_THE PROBLEM_. Exactly the lines below from the one with "font-size:36px; color:#22223b; letter-spacing:2px" up to and including the one with "position:absolute; left:927px; top:1238px;" make up the answer, with nothing else added.

(Saved entries)
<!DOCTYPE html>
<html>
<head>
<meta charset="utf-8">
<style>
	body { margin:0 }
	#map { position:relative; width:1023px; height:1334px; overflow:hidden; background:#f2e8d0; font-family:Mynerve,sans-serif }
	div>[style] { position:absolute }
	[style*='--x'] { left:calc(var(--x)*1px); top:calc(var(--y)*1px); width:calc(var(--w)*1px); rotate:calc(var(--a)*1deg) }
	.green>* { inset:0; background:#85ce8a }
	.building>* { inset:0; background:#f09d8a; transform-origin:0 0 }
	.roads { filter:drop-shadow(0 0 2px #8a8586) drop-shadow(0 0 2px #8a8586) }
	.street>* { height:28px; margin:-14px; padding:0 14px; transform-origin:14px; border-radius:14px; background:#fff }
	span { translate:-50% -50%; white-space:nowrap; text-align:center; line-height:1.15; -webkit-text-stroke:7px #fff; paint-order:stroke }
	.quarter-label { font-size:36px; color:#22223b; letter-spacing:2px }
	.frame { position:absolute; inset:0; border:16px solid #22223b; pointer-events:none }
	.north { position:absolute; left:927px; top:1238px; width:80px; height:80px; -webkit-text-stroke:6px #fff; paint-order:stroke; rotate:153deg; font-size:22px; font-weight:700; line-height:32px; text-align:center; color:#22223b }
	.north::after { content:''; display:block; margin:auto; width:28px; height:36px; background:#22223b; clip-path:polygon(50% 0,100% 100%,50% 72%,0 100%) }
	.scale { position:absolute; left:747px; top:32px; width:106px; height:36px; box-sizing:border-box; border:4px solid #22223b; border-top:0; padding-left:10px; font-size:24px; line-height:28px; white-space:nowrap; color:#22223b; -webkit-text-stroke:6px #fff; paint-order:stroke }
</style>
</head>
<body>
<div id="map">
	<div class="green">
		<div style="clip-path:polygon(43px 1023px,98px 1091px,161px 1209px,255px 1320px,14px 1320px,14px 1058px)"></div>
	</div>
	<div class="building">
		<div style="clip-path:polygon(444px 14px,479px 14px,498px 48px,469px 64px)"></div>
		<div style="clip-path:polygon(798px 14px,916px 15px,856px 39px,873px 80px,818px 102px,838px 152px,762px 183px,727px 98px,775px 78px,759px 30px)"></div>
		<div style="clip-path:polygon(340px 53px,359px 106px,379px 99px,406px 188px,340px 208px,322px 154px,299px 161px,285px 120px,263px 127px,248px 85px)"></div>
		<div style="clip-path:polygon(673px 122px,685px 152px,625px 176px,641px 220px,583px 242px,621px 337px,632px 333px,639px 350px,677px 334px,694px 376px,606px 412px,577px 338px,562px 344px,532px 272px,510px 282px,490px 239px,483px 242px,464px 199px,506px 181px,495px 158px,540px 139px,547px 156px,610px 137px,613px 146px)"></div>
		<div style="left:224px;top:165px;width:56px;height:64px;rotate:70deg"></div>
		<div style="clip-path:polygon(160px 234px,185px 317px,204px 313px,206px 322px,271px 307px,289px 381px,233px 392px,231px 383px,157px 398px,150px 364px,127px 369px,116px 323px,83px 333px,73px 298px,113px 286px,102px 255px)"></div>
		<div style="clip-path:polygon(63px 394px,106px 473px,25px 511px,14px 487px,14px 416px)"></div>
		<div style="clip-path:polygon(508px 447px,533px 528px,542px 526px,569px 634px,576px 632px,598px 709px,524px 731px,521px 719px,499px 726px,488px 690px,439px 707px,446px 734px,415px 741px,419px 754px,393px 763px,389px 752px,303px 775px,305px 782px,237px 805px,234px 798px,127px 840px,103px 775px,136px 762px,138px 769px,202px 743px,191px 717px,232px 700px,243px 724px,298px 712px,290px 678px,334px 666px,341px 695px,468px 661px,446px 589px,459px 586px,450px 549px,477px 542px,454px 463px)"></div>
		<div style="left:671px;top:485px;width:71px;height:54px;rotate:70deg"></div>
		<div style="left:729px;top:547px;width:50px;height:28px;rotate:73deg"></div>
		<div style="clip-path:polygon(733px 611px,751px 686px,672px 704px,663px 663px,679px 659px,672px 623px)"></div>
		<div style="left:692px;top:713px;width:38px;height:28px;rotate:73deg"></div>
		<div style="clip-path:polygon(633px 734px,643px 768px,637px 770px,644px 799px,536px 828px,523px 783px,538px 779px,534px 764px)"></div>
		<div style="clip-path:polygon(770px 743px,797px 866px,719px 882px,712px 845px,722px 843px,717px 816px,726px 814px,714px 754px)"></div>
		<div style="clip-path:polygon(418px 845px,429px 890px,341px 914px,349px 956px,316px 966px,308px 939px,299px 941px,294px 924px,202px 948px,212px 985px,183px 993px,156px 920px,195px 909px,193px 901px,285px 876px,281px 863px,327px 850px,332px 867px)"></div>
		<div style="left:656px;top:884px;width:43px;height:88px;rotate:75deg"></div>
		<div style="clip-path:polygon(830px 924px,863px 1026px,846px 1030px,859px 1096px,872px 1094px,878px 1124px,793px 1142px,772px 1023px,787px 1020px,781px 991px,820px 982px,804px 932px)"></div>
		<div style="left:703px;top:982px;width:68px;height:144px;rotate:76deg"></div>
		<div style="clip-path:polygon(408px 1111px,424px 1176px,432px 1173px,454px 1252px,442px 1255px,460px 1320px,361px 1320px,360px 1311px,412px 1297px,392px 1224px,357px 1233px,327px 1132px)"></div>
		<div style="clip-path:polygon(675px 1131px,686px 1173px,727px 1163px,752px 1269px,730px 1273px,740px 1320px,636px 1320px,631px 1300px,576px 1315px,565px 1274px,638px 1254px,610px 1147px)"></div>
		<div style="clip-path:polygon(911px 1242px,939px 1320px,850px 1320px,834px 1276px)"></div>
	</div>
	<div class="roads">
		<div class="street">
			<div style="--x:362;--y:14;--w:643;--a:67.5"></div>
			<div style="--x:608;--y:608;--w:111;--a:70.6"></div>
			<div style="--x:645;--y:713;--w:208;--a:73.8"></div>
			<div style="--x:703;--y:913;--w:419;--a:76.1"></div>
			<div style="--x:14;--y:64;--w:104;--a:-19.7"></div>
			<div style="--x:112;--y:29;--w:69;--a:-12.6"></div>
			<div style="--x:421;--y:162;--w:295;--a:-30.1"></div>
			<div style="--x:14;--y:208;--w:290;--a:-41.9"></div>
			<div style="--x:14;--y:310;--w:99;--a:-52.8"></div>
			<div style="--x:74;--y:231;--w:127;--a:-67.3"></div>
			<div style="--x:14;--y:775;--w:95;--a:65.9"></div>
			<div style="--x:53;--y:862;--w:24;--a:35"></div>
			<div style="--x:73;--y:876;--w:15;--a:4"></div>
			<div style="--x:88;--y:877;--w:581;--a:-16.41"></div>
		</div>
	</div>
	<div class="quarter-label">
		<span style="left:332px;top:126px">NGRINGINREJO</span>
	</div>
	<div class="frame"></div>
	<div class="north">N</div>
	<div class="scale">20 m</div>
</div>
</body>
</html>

_PROBLEM SOLUTION_.
	.quarter-label { font-size:36px; color:#22223b; letter-spacing:2px }
	.frame { position:absolute; inset:0; border:16px solid #22223b; pointer-events:none }
	.north { position:absolute; left:927px; top:1238px; width:80px; height:80px; -webkit-text-stroke:6px #fff; paint-order:stroke; rotate:153deg; font-size:22px; font-weight:700; line-height:32px; text-align:center; color:#22223b }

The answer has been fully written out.